_WHAT YOU NEED TO DO_. Please repeat the lines below exactly. Begin with the line containing "position:absolute; left:30px; top:30px;" and go on through the line containing "display:grid; place-items:center; width:45px;".

---------- DATA UNDER STUDY ----------

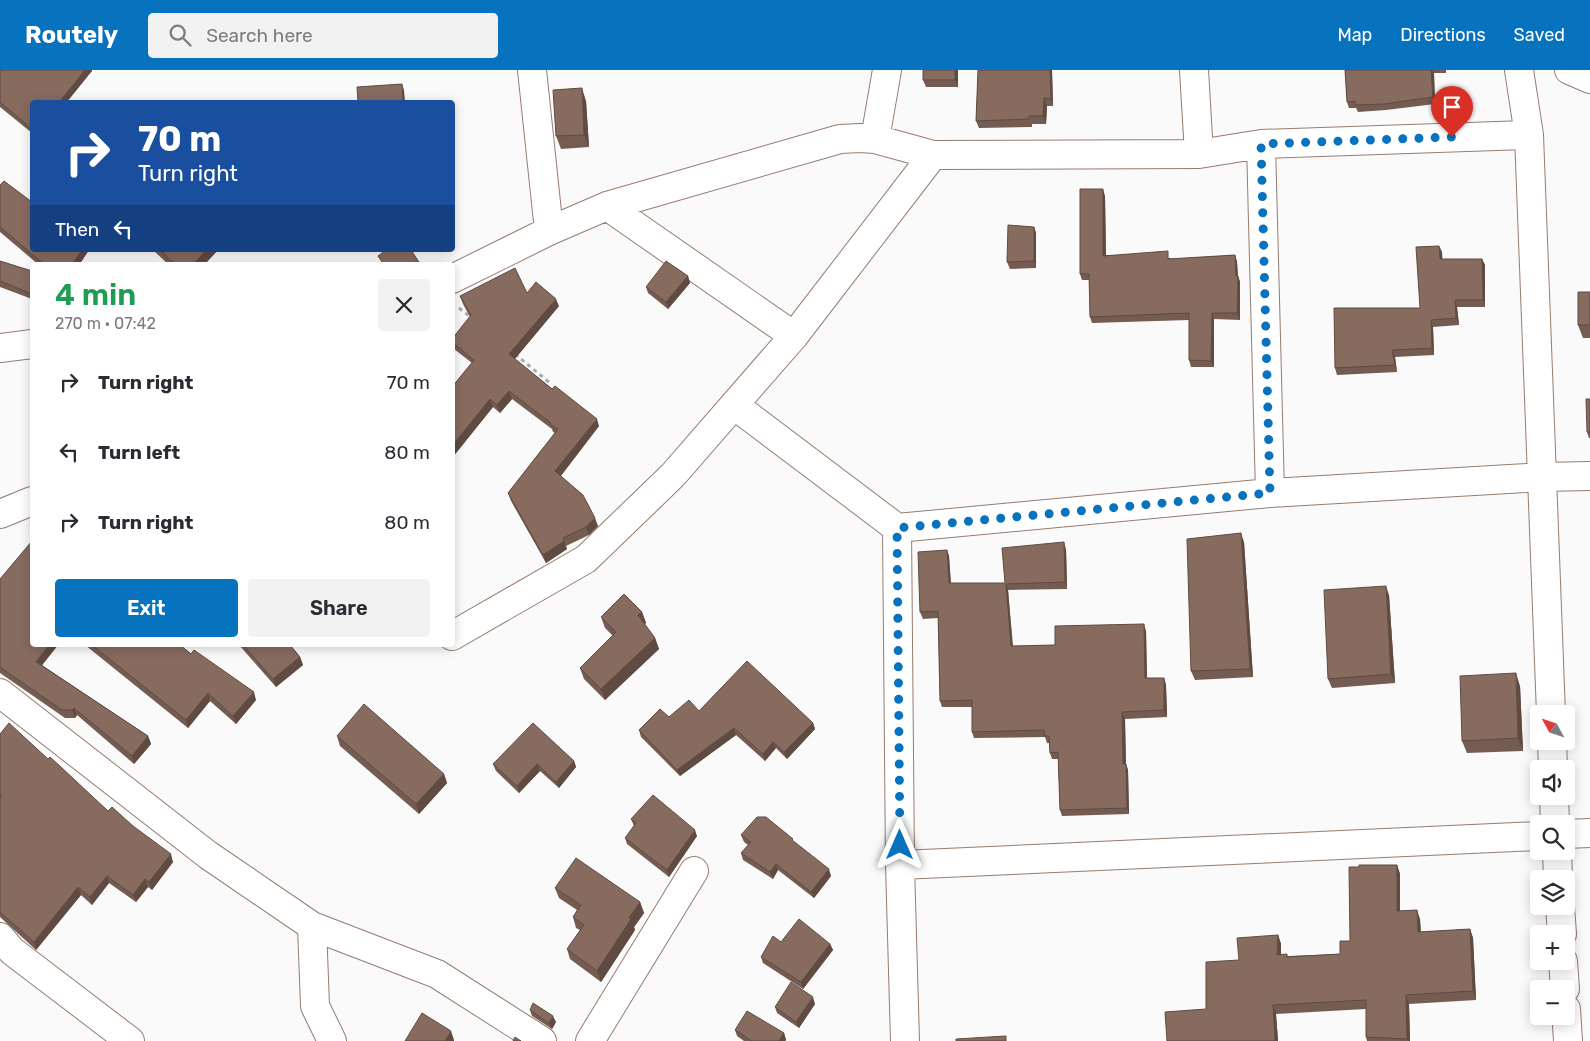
<!DOCTYPE html>
<html lang="en">
<head>
<meta charset="utf-8">
<style>
	:root { --surface:#fff; --page:#f2f2f3; --text:#2b2b33; --muted:#7c7c81; --accent:#0772bd }
	body { margin:0; font-family:Rubik,sans-serif; background:var(--page); color:var(--text); height:100vh; display:flex; flex-direction:column; font-size:19px; white-space:nowrap }
	* { box-sizing:border-box; margin:0 }
	p { font-size:16px; color:var(--muted) }
	.icon { flex:none; width:28px; height:28px; fill:none; stroke:currentColor; stroke-width:2; stroke-linecap:round; stroke-linejoin:round }
	.map { position:relative; flex:1; overflow:hidden }
	.sheet { position:absolute; left:30px; top:192px; width:425px; height:385px; display:flex; flex-direction:column; background:var(--surface); border-radius:5px; box-shadow:0 2px 12px #0003 }
	.sheet>* { flex:none }
	.hud { position:absolute; left:30px; top:30px; width:425px; height:152px; border-radius:5px; box-shadow:0 2px 12px #0003; background:#1a4fa0; color:#fff; overflow:hidden }
	.needle { width:32px; rotate:310deg }
	.controls { position:absolute; left:1530px; top:635px; display:grid; gap:10px }
	.controls a { display:grid; place-items:center; width:45px; height:45px; border-radius:5px; background:var(--surface); box-shadow:0 2px 12px #0003; font-size:25px }
	.pin { position:absolute; display:grid; place-items:center; width:42px; height:42px; color:#fff; margin:-51px -21px; border-radius:50% 50% 50% 0; rotate:-45deg; box-shadow:0 0 5px #0007 }
	.pin .icon { rotate:45deg }
	.me { position:absolute; width:55px; margin:-28px; rotate:0deg; stroke-linejoin:round; filter:drop-shadow(0 0 4px #0008) }
	.turn { display:flex; align-items:center; gap:18px; height:105px; padding:0 25px; font-size:22px }
	.turn .icon { width:65px; height:65px; stroke-width:2.5 }
	.turn b { display:block; font-size:35px; line-height:42px }
	.then { display:flex; align-items:center; height:48px; padding:0 25px; background:#0003; gap:10px; font-size:19px }
	.round { display:grid; place-items:center; flex:none; width:52px; height:52px; border-radius:5px; background:var(--page) }
	.head { display:flex; align-items:center; justify-content:space-between; height:85px; padding:0 25px }
	h1 { font-size:30px; font-weight:600; line-height:38px; color:#1e9e55 }
	.primary-button { display:flex; gap:10px; margin-top:auto; padding:10px 25px }
	.primary-button a { flex:1; height:58px; border-radius:5px; background:var(--accent); color:#fff; font-size:20px; font-weight:600; line-height:58px; text-align:center }
	.primary-button a+a { background:var(--page); color:var(--text) }
	ul { padding:0; list-style:none }
	li { display:flex; align-items:center; gap:15px; height:70px; padding:0 25px }
	li div { flex:1 }
	li b { display:block; font-size:19px }
	li em { font-style:normal }
	header { display:flex; align-items:center; gap:30px; box-sizing:border-box; height:70px; padding:0 25px; background:var(--accent); color:#fff }
	header strong { font-size:24px }
	nav { display:flex; gap:28px; margin-inline-start:auto; font-size:18px }
	.search { width:350px; height:45px; background:var(--page); display:flex; align-items:center; gap:12px; box-sizing:border-box; padding:0 18px; border-radius:5px; color:var(--muted); font-size:19px }
	.map>svg:first-child { display:block }
	.lines { fill:none; stroke-linecap:round; stroke-linejoin:round }
	.minor-casing { stroke:#997b6e; stroke-width:30 }
	.path { stroke:#ada9a7; stroke-width:3; stroke-dasharray:4 4; stroke-linecap:butt }
	.minor { stroke:#fff; stroke-width:28 }
	.wall { fill:#755c52 }
	.shaded-wall { fill:#5f4b42 }
	.building { fill:#886b5f; stroke:#5f4b42 }
	.route { stroke:#0772bd; stroke-width:9; stroke-dasharray:0 16.2 }
</style>
</head>
<body>
<header>
<strong>Routely</strong>
<div class="search"><svg class="icon" aria-label="search" viewBox="0 0 24 24"><circle cx="10" cy="10" r="6"/><path d="M15 15l6 6"/></svg>Search here</div>
<nav><a>Map</a><a>Directions</a><a>Saved</a></nav>
</header>
<div class="map">
<svg width="1590" height="971" viewBox="0 0 1590 971">
	<rect width="100%" height="100%" fill="#fafafa"/>
	<g class="lines">
		<defs>
			<path id="minor" d="M532,0L549,161
				M1194,0L1199,84
				M1519,0L1529,65L1551,644
				M1569,0L1590,9
				M875,69L887,0
				M1261,74L1270,423
				M607,136L794,266
				M452,209L549,161L607,136L840,69L860,68L875,69L933,85L1199,84L1261,74L1529,65
				M0,278L32,274
				M734,335L897,458L1270,423L1542,407L1590,406
				M0,444L32,431
				M897,458L900,795L905,971
				M452,566L586,489L673,405L794,266L933,85
				M0,623L208,785L312,856L437,904L542,971
				M1552,671L1553,699
				M1554,726L1555,754
				M1566,764L1590,763
				M1557,781L1558,809
				M900,795L1539,766
				M1560,836L1562,864
				M312,856L315,936L332,971
				M0,867L12,881L130,971
				M1563,891L1565,919
				M1566,939L1568,971
				M590,971L694,801"/>
		</defs>
		<use href="#minor" class="minor-casing"/>
		<path class="path" d="M459,238L473,249
			M515,284L550,313"/>
		<use href="#minor" class="minor"/>
	</g>
	<path class="wall" d="M0,0L92,1L32,32V63L0,37Z
		M958,0V17H926L923,10Z
		M978,0H1052L1053,36H1047L1046,54H1032V57L979,58L976,51Z
		M1345,0H1446V3H1434L1435,34L1386,40L1358,42L1356,38H1349L1347,32Z
		M586,31L589,77L561,79L556,66Z
		M0,115L89,180L79,195H39L0,162Z
		M1105,126L1106,185L1171,188V189L1235,185L1237,192L1238,206L1240,212V250L1214,249V297H1191L1189,290V250L1092,253L1090,247L1089,210H1082L1080,204Z
		M1034,157L1036,163V198L1010,199L1007,192Z
		M1439,176L1442,182V189H1482L1485,195V237H1457L1459,255L1433,257L1434,285L1395,287L1397,302L1337,305L1335,298L1420,238Z
		M153,180H218L204,195H169Z
		M0,191L32,201V229L0,217Z
		M688,206L690,213L668,239L648,223L646,217Z
		M1590,222V268H1583L1578,255Z
		M527,223L559,236L515,289L599,356L561,406L598,456L589,465L566,476L567,479L546,493L511,431L508,423L555,363L553,362L552,359L512,329L500,343L493,337L452,388V317L472,293L454,279L452,275V269L470,247L463,234L460,226Z
		M1590,329V368H1589L1587,362Z
		M1244,472L1253,607L1195,610L1191,601Z
		M1066,479L1067,519L1008,520L1013,576L1055,575L1146,561L1147,608H1164L1166,615L1167,647L1125,649L1126,694L1128,700L1129,744L1062,746L1060,740L1058,689H1052L1050,683L1049,673H1047L1045,667L974,668L972,662V637H942L940,631L938,548L923,549L920,542L947,480L949,486L951,513H1005Z
		M0,509L32,575H58L42,595L148,666L151,674L134,694L77,645L75,648H65L0,603Z
		M1389,525L1395,613L1332,618L1328,609Z
		M642,542L646,553L644,554L655,568L659,579L605,630L584,609L580,598L613,566L605,558L601,547Z
		M85,575H180L191,584L256,630L236,654L210,631L188,658Z
		M239,575H290L300,587L303,595L276,617Z
		M1520,616L1523,681L1467,683L1462,671Z
		M699,641L813,653L815,659L787,689L776,678L765,691L736,665L680,706L641,667L639,660L669,647Z
		M0,664L48,689L108,741L173,792L152,820L148,817L136,832L109,813L92,835L81,825L36,880L0,847Z
		M337,666L444,704L447,713L419,744L340,676Z
		M574,691L576,697L559,718L540,701L519,723L496,701L493,694Z
		M631,749L697,766L669,807L627,774L625,768L634,756Z
		M741,765L794,772L831,806L814,828L778,800L773,809L743,790L741,783L748,775L744,772Z
		M1397,795L1400,804V841L1420,849L1421,862L1470,859L1473,868L1476,930L1409,934L1410,971H1367L1366,967V939L1276,944L1278,971H1167L1206,939L1239,890L1278,865L1281,874V884L1288,886L1340,884L1350,871L1359,797Z
		M555,818L640,832L644,843L634,857L635,860L601,912L570,889L567,879L580,860L576,858L573,847L577,840L559,828Z
		M781,872L830,874L833,880L803,919L763,893L761,887Z
		M815,934L799,958L777,943L775,937Z
		M530,940L556,952L552,959L532,946Z
		M735,960L784,963L786,970L785,971H744L737,966Z"/>
	<path class="shaded-wall" d="M85,0H92V1L67,32H59Z
		M955,0H958V17L955,10Z
		M1050,0H1052L1053,36L1051,29Z
		M1431,0H1432L1434,3L1435,34L1433,27Z
		M402,14L404,20L405,32H403Z
		M582,18L586,31L589,77L584,65Z
		M1044,28L1047,36L1046,54L1043,46Z
		M1103,119L1105,126L1106,192L1103,186Z
		M1034,157L1036,163V198L1034,191Z
		M1439,176L1442,182L1443,196L1440,189Z
		M82,180H89L79,195H72Z
		M206,180H218L204,195H193Z
		M1235,185L1237,192L1238,211V206L1240,212V250L1237,243Z
		M1482,189L1485,195V237L1483,230Z
		M688,206L690,213L668,239L666,232Z
		M556,229L559,236L512,292L509,284Z
		M1455,230L1457,237L1459,255L1456,248Z
		M1212,243L1214,249V297L1211,291Z
		M1431,250L1433,257L1434,285L1432,278Z
		M1392,280L1395,287L1397,302L1395,295Z
		M509,321L512,329L500,343L497,335Z
		M490,329L493,337L452,388V376Z
		M597,349L599,356L558,409L555,401Z
		M595,448L598,456L589,465L586,457Z
		M1241,463L1244,472L1253,607L1250,599Z
		M564,471L567,479L546,493L543,485Z
		M1064,472L1066,479L1067,519L1065,512Z
		M947,480L949,486L951,519L949,513Z
		M1006,514L1008,520L1013,582L1011,576Z
		M1386,516L1389,525L1395,613L1391,604Z
		M642,542L646,553L642,556L638,545Z
		M1144,554L1146,561L1147,615L1145,608Z
		M655,568L659,579L605,630L601,619Z
		M49,575H58L39,599L36,592Z
		M300,587L303,595L276,617L273,609Z
		M1516,603L1520,616L1523,681L1518,668Z
		M1164,608L1166,615L1167,647L1164,640Z
		M254,622L256,630L236,654L233,646Z
		M208,623L210,631L188,658L186,650Z
		M74,638L77,645L75,648L72,640Z
		M1122,642L1125,649L1126,700L1123,694Z
		M813,653L815,659L787,689L784,682Z
		M734,658L736,665L680,706L677,700Z
		M148,666L151,674L134,694L132,686Z
		M773,672L776,678L765,691L763,684Z
		M574,691L576,697L559,718L556,712Z
		M537,694L540,701L519,723L517,716Z
		M1126,694L1128,700L1129,744L1127,738Z
		M444,704L447,713L419,744L416,734Z
		M695,760L697,766L669,807L667,800Z
		M171,784L173,792L152,820L149,812Z
		M776,794L778,800L773,809L770,802Z
		M1397,795L1400,804V850L1397,841Z
		M829,799L831,806L814,828L811,822Z
		M107,806L109,813L92,835L90,827Z
		M145,809L148,817L136,832L133,825Z
		M78,817L81,825L36,880L34,872Z
		M640,832L644,843L634,857L635,860L601,912L597,901L629,848Z
		M1417,840L1420,849L1421,871L1418,862Z
		M1470,859L1473,868L1476,930L1473,921Z
		M1278,865L1281,874V894L1277,885Z
		M830,874L833,880L803,919L801,912Z
		M1406,925L1409,934L1410,971H1408L1407,969Z
		M813,927L815,934L799,958L796,952Z
		M1273,935L1276,944L1278,971H1275Z
		M553,946L556,952L552,959L549,953Z
		M451,961L454,970V971H445Z
		M784,963L786,970L785,971H779Z"/>
	<path class="building" d="M0,0H85L59,32H32V59L0,32Z
		M923,0H955V10H923Z
		M978,0H1050L1051,29L1044,28L1043,46H1029V49L976,51Z
		M1345,0H1431L1433,27L1384,34L1355,35V31L1347,32Z
		M402,14L403,32H358L357,17Z
		M582,18L584,65L556,66L553,20Z
		M4,111L32,132V180H82L72,195H45L0,157V115Z
		M1080,119H1103V186L1168,181V189L1235,185L1236,206H1238L1237,243H1212L1211,291L1189,290V243L1090,247L1089,204H1080Z
		M1008,155L1034,157V191L1007,192Z
		M1439,176L1440,189H1482L1483,230H1455L1456,248L1431,250L1432,278L1392,280L1395,295L1335,298L1334,238H1420L1416,177Z
		M160,180H206L193,195H176Z
		M386,180H411L421,195H384L378,186Z
		M0,191L32,201V224L0,211Z
		M666,191L688,206L666,232L646,217Z
		M515,198L527,223L536,212L556,229L509,284L552,319L555,316L597,349L555,401L583,425L595,448L586,457L563,468L564,471L543,485L508,423L558,359L550,354L551,353L509,321L497,335L490,329L452,376V317L474,290L452,272V269L471,245L460,226Z
		M1578,222H1590V255H1578Z
		M1586,329H1590V362H1587Z
		M1241,463L1250,599L1191,601L1187,469Z
		M32,471V575H49L36,592L148,666L132,686L74,638L72,640H62L0,597V509Z
		M1064,472L1065,512L1006,514L1011,576L1055,575V556L1144,554L1145,608H1164V640L1122,642L1123,694H1126L1127,738L1060,740L1058,682L1050,683L1049,666H1045L1044,660L972,662V630L940,631L938,541L920,542L918,482L947,480L949,513H1005L1002,478Z
		M1386,516L1391,604L1328,609L1324,520Z
		M624,524L642,542L638,545L655,568L601,619L580,598L616,562L601,547Z
		M92,575H180L191,584L194,580L254,622L233,646L208,623L186,650Z
		M243,575H290L300,587L273,609Z
		M747,591L813,653L784,682L773,672L763,684L734,658L677,700L639,660L660,639L669,647L689,630L699,641Z
		M1516,603L1518,668L1462,671L1460,606Z
		M364,634L444,704L416,734L337,666Z
		M9,653L48,689L50,687L62,698L108,741L112,737L133,756L171,784L149,812L145,809L133,825L107,806L90,827L78,817L34,872L0,842V729L2,726L0,725V664Z
		M533,653L574,691L556,712L537,694L517,716L493,694Z
		M653,725L695,760L667,800L625,768L636,753L631,749Z
		M757,747H766L793,769L792,770L829,799L811,822L776,794L770,802L741,783L751,772L741,765Z
		M576,788L640,832L629,848L631,849L597,901L567,879L584,855L573,847L581,835L555,818Z
		M1359,795H1397V841L1417,840L1418,862L1470,859L1473,921L1406,925L1407,969L1366,967V930L1273,935L1275,971H1167L1165,942L1206,939V892L1239,890L1237,868L1278,865L1277,885L1287,884V887L1340,884V871H1350L1349,797H1359Z
		M799,849L830,874L801,912L761,887L773,866L781,872Z
		M791,912L813,927L796,952L775,937Z
		M533,933L553,946L549,953L530,940Z
		M747,941L784,963L779,971H752L735,960Z
		M422,943L451,961L445,971H405Z
		M1006,966V971H956V969Z
		M515,967L521,971H513Z"/>
	<g class="lines">
		<path class="route" d="M900,775L897,458L1270,423L1261,74L1452,67"/>
	</g>
</svg>
<div class="controls">
<a><svg class="needle" viewBox="-14 -14 28 28"><path d="M0-13l5 13h-10z" fill="#e53935"/><path d="M0 13l5-13h-10z" fill="#7c7c81"/></svg></a>
<a><svg class="icon" aria-label="sound" viewBox="0 0 24 24"><path d="M4 9h4l5-4v14l-5-4H4zM17 9q2 3 0 6"/></svg></a>
<a><svg class="icon" aria-label="search" viewBox="0 0 24 24"><circle cx="10" cy="10" r="6"/><path d="M15 15l6 6"/></svg></a>
<a><svg class="icon" aria-label="layers" viewBox="0 0 24 24"><path d="M12 4l9 5-9 5-9-5zM3 14l9 5 9-5"/></svg></a>
<a>+</a>
<a>−</a>
</div>
<div class="pin" style="left:1452px;top:67px;background:#d93025"><svg class="icon" aria-label="arrive" viewBox="0 0 24 24"><path d="M6 21V4h12l-3 4 3 4H6"/></svg></div>
<svg class="me" style="left:900px;top:775px" viewBox="-20 -20 40 40"><path d="M0-17L14 15 0 8-14 15z" fill="#0772bd" stroke="#fff" stroke-width="4"/></svg>
<div class="hud">
<div class="turn"><svg class="icon" aria-label="right" viewBox="0 0 24 24"><path d="M7 20v-9h11M14 6l5 5-5 5"/></svg><div><b>70 m</b>Turn right</div></div>
<div class="then">Then<svg class="icon" aria-label="left" viewBox="0 0 24 24"><path d="M17 20v-9H6M10 6l-5 5 5 5"/></svg></div>
</div>
<section class="sheet">
<div class="head"><div><h1>4 min</h1><p>270 m · 07:42</p></div><a class="round"><svg class="icon" aria-label="close" viewBox="0 0 24 24"><path d="M6 6l12 12M18 6L6 18"/></svg></a></div>
<ul>
<li><svg class="icon" aria-label="right" viewBox="0 0 24 24"><path d="M7 20v-9h11M14 6l5 5-5 5"/></svg><div><b>Turn right</b></div><em>70 m</em></li>
<li><svg class="icon" aria-label="left" viewBox="0 0 24 24"><path d="M17 20v-9H6M10 6l-5 5 5 5"/></svg><div><b>Turn left</b></div><em>80 m</em></li>
<li><svg class="icon" aria-label="right" viewBox="0 0 24 24"><path d="M7 20v-9h11M14 6l5 5-5 5"/></svg><div><b>Turn right</b></div><em>80 m</em></li>
</ul>
<div class="primary-button"><a>Exit</a><a>Share</a></div>
</section>
</div>
</body>
</html>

----------

_EXERCISE RESULT_.
	.hud { position:absolute; left:30px; top:30px; width:425px; height:152px; border-radius:5px; box-shadow:0 2px 12px #0003; background:#1a4fa0; color:#fff; overflow:hidden }
	.needle { width:32px; rotate:310deg }
	.controls { position:absolute; left:1530px; top:635px; display:grid; gap:10px }
	.controls a { display:grid; place-items:center; width:45px; height:45px; border-radius:5px; background:var(--surface); box-shadow:0 2px 12px #0003; font-size:25px }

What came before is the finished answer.